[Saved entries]
—————

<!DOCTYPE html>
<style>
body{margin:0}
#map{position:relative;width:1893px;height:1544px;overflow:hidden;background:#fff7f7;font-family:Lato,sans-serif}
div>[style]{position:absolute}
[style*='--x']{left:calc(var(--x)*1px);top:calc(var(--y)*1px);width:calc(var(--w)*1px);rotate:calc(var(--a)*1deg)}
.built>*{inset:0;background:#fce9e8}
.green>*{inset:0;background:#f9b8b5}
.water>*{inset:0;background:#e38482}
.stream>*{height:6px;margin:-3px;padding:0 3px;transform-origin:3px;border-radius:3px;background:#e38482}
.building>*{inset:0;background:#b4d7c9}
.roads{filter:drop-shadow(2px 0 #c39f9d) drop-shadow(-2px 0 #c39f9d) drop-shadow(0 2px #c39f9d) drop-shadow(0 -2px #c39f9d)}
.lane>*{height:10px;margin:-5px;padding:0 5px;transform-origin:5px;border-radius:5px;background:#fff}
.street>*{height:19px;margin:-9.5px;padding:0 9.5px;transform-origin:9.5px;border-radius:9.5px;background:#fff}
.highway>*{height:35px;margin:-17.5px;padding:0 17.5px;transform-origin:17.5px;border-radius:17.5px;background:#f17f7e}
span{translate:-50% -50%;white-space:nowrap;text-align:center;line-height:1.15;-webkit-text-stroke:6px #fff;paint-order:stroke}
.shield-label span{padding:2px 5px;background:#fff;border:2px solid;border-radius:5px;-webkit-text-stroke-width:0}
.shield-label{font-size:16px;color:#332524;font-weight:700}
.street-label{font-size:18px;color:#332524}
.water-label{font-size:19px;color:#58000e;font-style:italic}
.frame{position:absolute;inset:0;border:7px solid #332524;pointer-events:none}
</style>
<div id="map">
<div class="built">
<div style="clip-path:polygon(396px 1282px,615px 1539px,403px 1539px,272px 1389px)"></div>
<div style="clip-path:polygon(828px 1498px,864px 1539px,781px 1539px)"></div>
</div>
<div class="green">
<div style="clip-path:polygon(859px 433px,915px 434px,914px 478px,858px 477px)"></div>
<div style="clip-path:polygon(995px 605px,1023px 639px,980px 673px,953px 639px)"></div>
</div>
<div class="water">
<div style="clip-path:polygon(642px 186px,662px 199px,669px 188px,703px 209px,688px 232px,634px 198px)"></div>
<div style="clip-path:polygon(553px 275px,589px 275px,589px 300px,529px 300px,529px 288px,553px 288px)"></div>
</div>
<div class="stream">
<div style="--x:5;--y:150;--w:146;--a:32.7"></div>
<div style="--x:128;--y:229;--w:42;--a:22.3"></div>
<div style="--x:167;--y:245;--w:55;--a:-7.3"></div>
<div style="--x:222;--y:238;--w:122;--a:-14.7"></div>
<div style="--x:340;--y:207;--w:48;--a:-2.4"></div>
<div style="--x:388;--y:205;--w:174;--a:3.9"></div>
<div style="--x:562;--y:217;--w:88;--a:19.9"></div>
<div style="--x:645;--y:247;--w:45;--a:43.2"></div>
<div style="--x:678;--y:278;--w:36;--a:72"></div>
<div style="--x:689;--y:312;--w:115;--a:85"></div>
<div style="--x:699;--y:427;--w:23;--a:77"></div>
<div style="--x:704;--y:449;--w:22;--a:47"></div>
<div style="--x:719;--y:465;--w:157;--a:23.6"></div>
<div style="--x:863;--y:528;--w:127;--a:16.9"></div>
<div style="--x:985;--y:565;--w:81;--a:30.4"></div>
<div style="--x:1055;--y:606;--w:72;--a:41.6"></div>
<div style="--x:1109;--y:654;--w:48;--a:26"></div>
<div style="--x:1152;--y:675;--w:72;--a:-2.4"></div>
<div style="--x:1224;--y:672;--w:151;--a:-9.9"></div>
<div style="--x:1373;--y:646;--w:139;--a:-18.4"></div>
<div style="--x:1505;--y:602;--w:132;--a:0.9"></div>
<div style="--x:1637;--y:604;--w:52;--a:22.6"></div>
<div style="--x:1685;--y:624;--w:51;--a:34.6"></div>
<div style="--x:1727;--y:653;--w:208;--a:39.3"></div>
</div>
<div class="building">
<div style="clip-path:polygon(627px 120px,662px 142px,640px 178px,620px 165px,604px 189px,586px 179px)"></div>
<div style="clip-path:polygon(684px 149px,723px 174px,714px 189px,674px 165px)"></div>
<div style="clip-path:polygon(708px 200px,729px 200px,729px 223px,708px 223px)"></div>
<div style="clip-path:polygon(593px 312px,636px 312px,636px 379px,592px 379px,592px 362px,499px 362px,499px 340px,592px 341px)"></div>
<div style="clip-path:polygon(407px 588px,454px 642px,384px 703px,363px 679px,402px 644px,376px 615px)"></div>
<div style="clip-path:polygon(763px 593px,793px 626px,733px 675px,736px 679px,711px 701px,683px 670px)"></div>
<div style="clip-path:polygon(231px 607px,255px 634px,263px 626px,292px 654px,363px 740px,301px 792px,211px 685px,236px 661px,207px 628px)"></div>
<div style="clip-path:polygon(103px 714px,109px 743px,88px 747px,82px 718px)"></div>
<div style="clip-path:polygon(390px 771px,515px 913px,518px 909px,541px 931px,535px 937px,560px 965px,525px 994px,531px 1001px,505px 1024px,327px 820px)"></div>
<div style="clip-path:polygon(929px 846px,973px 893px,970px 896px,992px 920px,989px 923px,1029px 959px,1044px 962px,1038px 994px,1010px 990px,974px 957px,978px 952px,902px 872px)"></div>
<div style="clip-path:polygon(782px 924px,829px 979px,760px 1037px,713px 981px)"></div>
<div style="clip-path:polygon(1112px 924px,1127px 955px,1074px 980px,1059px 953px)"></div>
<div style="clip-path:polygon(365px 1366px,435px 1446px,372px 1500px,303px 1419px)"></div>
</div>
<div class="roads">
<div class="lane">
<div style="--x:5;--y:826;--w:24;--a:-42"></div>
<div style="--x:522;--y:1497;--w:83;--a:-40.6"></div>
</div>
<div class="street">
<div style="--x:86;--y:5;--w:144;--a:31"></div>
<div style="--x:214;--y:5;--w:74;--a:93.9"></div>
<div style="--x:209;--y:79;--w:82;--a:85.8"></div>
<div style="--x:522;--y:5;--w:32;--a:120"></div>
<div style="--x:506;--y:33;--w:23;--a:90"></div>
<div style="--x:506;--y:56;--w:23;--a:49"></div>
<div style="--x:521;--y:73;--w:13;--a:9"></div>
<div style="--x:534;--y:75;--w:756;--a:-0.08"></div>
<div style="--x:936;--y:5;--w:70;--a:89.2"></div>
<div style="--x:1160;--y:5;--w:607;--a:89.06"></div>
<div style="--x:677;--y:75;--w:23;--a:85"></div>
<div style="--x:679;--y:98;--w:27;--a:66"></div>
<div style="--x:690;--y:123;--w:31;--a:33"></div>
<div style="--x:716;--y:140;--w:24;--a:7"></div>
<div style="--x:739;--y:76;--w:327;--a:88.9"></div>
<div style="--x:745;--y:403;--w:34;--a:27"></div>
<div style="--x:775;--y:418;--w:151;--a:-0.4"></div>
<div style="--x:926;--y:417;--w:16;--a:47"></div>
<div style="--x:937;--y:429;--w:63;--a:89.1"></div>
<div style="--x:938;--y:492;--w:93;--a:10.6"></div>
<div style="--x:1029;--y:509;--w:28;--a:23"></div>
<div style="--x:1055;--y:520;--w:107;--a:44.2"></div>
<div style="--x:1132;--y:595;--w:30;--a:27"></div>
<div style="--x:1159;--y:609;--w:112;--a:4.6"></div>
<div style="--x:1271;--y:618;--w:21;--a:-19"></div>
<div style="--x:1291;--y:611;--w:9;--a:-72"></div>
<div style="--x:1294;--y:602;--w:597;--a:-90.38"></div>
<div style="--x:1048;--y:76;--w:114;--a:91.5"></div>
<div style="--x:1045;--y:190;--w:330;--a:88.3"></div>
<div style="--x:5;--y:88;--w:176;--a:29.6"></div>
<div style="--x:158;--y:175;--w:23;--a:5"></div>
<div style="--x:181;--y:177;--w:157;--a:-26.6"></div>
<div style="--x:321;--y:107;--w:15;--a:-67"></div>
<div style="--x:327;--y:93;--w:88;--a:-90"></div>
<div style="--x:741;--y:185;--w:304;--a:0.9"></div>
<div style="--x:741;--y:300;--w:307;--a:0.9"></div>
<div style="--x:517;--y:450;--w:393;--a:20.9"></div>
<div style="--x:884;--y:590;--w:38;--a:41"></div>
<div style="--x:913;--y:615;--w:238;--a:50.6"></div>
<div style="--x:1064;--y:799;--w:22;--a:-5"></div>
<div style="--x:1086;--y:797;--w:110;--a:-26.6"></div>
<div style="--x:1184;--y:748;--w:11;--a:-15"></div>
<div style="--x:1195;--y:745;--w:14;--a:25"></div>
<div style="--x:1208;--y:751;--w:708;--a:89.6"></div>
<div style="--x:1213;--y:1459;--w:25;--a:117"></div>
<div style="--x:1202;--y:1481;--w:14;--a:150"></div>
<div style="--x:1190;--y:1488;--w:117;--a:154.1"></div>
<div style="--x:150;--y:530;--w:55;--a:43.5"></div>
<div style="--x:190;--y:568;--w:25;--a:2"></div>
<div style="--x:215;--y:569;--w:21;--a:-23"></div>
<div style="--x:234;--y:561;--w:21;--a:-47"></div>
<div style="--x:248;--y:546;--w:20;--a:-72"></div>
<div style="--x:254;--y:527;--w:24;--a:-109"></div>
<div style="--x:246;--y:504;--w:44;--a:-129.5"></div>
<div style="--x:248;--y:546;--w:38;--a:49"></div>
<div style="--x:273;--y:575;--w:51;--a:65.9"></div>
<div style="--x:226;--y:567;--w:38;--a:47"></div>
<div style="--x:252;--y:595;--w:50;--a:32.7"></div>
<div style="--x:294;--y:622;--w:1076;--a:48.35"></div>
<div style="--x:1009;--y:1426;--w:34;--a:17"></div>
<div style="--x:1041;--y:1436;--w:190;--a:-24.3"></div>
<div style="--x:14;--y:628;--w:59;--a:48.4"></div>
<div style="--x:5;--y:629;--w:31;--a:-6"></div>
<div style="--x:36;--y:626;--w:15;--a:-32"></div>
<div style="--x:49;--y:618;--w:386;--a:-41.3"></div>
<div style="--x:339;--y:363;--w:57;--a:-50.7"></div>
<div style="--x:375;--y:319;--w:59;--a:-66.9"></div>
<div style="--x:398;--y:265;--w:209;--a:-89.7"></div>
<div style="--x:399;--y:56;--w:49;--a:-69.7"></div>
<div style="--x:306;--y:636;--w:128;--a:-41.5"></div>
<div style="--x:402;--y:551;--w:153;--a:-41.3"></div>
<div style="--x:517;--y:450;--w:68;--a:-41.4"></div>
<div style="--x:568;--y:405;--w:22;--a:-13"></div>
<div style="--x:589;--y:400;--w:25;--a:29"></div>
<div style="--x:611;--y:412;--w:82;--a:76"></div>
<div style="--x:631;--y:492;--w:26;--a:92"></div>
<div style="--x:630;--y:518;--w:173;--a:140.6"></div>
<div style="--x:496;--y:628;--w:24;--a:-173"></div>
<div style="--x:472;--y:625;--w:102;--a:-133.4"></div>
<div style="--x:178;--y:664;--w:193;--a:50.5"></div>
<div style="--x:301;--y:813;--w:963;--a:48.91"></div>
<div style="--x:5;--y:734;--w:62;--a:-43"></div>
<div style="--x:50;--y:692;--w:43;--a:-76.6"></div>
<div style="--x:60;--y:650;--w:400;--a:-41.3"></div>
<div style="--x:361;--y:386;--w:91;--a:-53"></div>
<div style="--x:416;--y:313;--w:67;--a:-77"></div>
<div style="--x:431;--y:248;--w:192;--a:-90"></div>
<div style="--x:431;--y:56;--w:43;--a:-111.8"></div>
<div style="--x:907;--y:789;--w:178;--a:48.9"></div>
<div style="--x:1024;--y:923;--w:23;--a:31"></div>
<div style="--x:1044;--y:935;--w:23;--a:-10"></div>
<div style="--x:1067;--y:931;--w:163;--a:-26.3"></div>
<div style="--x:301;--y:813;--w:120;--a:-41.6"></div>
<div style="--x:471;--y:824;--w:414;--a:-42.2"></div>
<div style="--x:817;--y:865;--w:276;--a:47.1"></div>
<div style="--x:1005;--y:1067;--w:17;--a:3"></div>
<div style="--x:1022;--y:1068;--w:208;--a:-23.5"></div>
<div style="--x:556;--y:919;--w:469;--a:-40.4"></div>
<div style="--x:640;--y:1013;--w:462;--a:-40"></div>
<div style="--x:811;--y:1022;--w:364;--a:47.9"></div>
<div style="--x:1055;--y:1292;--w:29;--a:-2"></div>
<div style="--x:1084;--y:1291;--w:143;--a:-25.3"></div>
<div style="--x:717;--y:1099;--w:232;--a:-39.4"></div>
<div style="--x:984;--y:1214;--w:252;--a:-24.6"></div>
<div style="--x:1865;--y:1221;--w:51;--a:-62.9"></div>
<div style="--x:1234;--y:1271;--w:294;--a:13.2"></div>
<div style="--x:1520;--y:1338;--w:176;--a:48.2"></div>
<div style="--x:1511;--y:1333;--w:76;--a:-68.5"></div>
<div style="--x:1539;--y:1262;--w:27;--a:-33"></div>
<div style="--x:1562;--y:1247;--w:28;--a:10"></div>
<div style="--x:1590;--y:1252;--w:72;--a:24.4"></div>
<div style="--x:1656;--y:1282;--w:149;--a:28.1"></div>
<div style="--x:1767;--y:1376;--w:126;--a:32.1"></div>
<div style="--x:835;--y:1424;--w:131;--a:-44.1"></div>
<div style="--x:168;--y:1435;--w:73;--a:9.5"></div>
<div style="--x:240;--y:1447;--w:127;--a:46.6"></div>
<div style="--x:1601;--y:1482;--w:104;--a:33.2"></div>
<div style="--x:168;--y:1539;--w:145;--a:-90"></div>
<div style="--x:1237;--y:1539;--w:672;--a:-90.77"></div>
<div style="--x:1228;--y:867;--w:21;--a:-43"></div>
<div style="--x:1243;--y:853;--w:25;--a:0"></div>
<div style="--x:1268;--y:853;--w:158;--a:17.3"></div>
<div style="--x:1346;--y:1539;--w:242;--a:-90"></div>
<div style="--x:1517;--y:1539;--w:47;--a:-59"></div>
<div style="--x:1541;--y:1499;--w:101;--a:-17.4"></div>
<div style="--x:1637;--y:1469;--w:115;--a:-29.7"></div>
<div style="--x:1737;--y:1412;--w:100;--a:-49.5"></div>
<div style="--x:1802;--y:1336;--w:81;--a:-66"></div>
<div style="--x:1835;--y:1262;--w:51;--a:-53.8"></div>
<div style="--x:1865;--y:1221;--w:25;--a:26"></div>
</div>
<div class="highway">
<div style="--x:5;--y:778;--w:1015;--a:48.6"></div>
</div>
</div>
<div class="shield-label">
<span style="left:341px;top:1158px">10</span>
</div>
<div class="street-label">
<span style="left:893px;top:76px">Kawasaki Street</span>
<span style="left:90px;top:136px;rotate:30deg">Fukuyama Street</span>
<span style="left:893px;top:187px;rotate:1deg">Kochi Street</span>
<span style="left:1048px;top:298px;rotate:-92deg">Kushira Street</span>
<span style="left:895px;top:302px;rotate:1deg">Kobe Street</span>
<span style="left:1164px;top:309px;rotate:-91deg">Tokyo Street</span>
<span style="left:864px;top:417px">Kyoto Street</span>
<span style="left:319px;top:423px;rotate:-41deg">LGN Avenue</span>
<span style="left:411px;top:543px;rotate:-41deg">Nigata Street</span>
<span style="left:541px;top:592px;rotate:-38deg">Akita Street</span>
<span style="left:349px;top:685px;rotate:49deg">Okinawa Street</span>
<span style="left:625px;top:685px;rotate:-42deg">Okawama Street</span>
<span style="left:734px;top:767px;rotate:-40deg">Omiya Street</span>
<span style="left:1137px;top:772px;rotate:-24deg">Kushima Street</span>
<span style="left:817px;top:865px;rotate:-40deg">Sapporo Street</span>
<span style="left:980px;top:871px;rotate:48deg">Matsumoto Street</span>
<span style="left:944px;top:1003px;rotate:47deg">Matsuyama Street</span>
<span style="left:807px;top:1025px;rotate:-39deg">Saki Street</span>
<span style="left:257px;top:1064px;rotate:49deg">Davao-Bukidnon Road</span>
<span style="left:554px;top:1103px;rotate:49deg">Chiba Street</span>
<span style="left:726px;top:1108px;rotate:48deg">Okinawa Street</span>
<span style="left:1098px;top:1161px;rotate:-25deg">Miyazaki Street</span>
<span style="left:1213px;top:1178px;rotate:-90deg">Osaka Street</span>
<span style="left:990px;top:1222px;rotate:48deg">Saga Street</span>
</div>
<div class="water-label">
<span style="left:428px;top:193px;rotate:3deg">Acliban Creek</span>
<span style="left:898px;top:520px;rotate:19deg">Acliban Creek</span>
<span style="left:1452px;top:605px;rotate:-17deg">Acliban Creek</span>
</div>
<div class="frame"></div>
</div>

—————

Description of the task: Identify each line in the records above that contains the word "stream", and copy it out in full.

Exercise response:
.stream>*{height:6px;margin:-3px;padding:0 3px;transform-origin:3px;border-radius:3px;background:#e38482}
<div class="stream">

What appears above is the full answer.